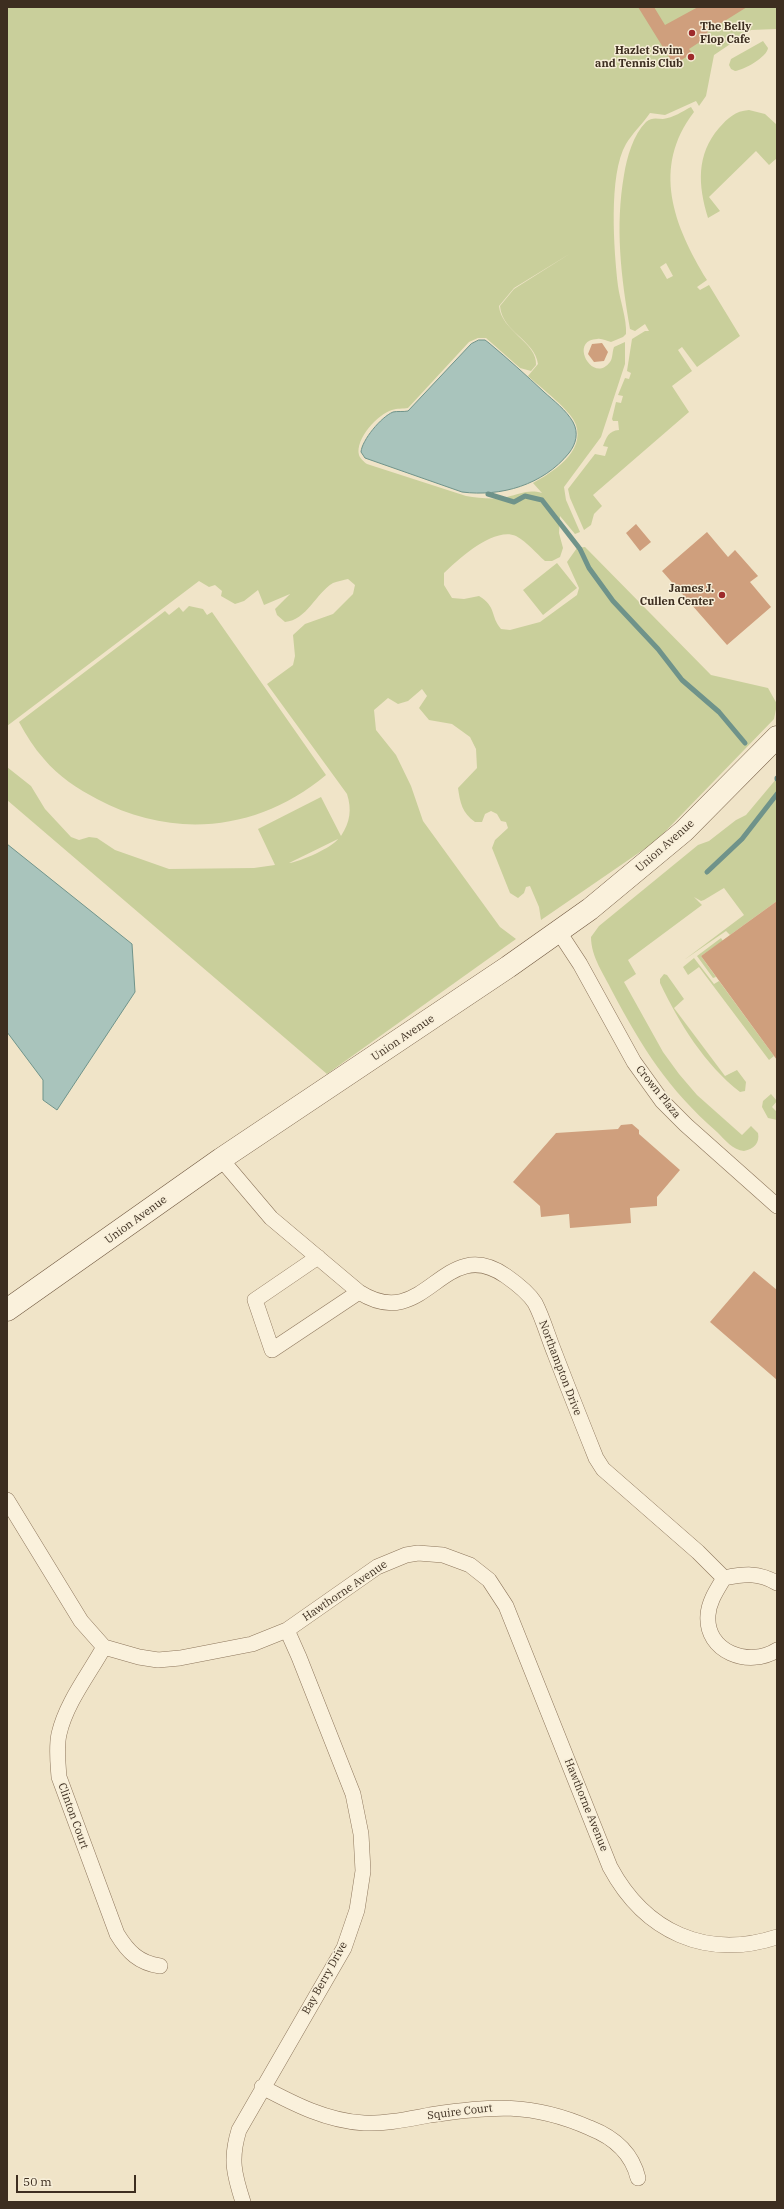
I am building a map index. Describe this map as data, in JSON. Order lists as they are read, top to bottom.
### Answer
{
  "streets": {
    "street": [
      "Union Avenue",
      "Crown Plaza",
      "Northampton Drive",
      "Hawthorne Avenue",
      "Clinton Court",
      "Bay Berry Drive",
      "Squire Court"
    ]
  },
  "crossings": [
    ["Union Avenue", "Crown Plaza"],
    ["Union Avenue", "Northampton Drive"],
    ["Hawthorne Avenue", "Clinton Court"],
    ["Hawthorne Avenue", "Bay Berry Drive"],
    ["Bay Berry Drive", "Squire Court"]
  ],
  "places": ["The Belly Flop Cafe", "Hazlet Swim and Tennis Club", "James J. Cullen Center"],
  "scale_bar": "50 m"
}
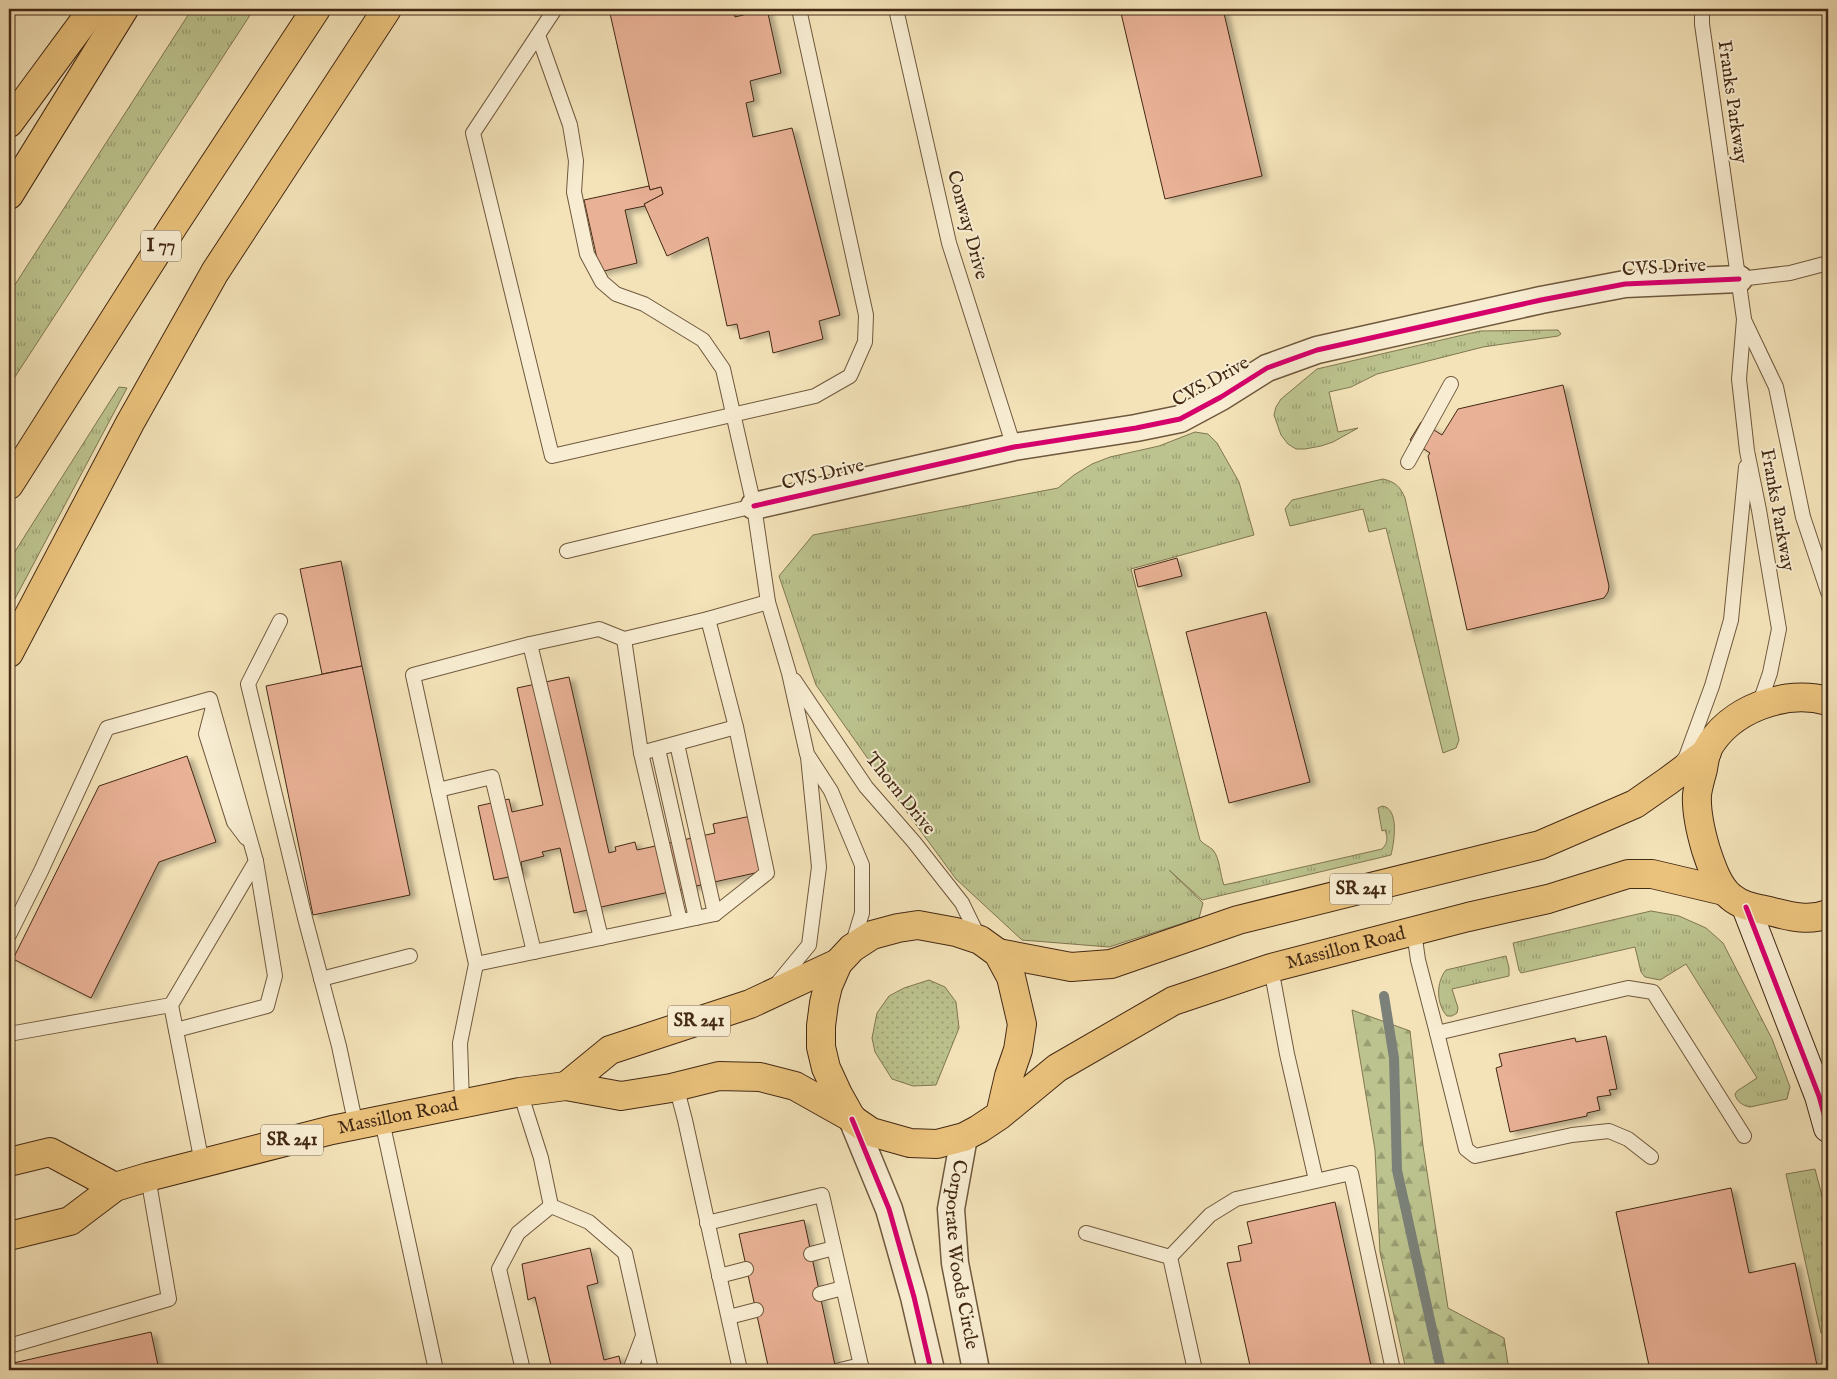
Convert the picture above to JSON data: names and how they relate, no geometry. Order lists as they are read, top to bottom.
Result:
{
  "streets": {
    "main road": ["I 77", "SR 241", "Massillon Road"],
    "street": ["CVS Drive", "Corporate Woods Circle"],
    "lane": ["Franks Parkway", "Conway Drive", "Thorn Drive"]
  },
  "crossings": [
    ["Franks Parkway", "CVS Drive"],
    ["Conway Drive", "CVS Drive"],
    ["CVS Drive", "Thorn Drive"],
    ["Thorn Drive", "SR 241"],
    ["SR 241", "Massillon Road"],
    ["SR 241", "Corporate Woods Circle"]
  ]
}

● ● ●

## Work to be completed
What lines of the material contain "data"? Show them.

## Solution
I am building a map index. Describe this map as data, in JSON. Order lists as they are read, top to bottom.
Convert the picture above to JSON data: names and how they relate, no geometry. Order lists as they are read, top to bottom.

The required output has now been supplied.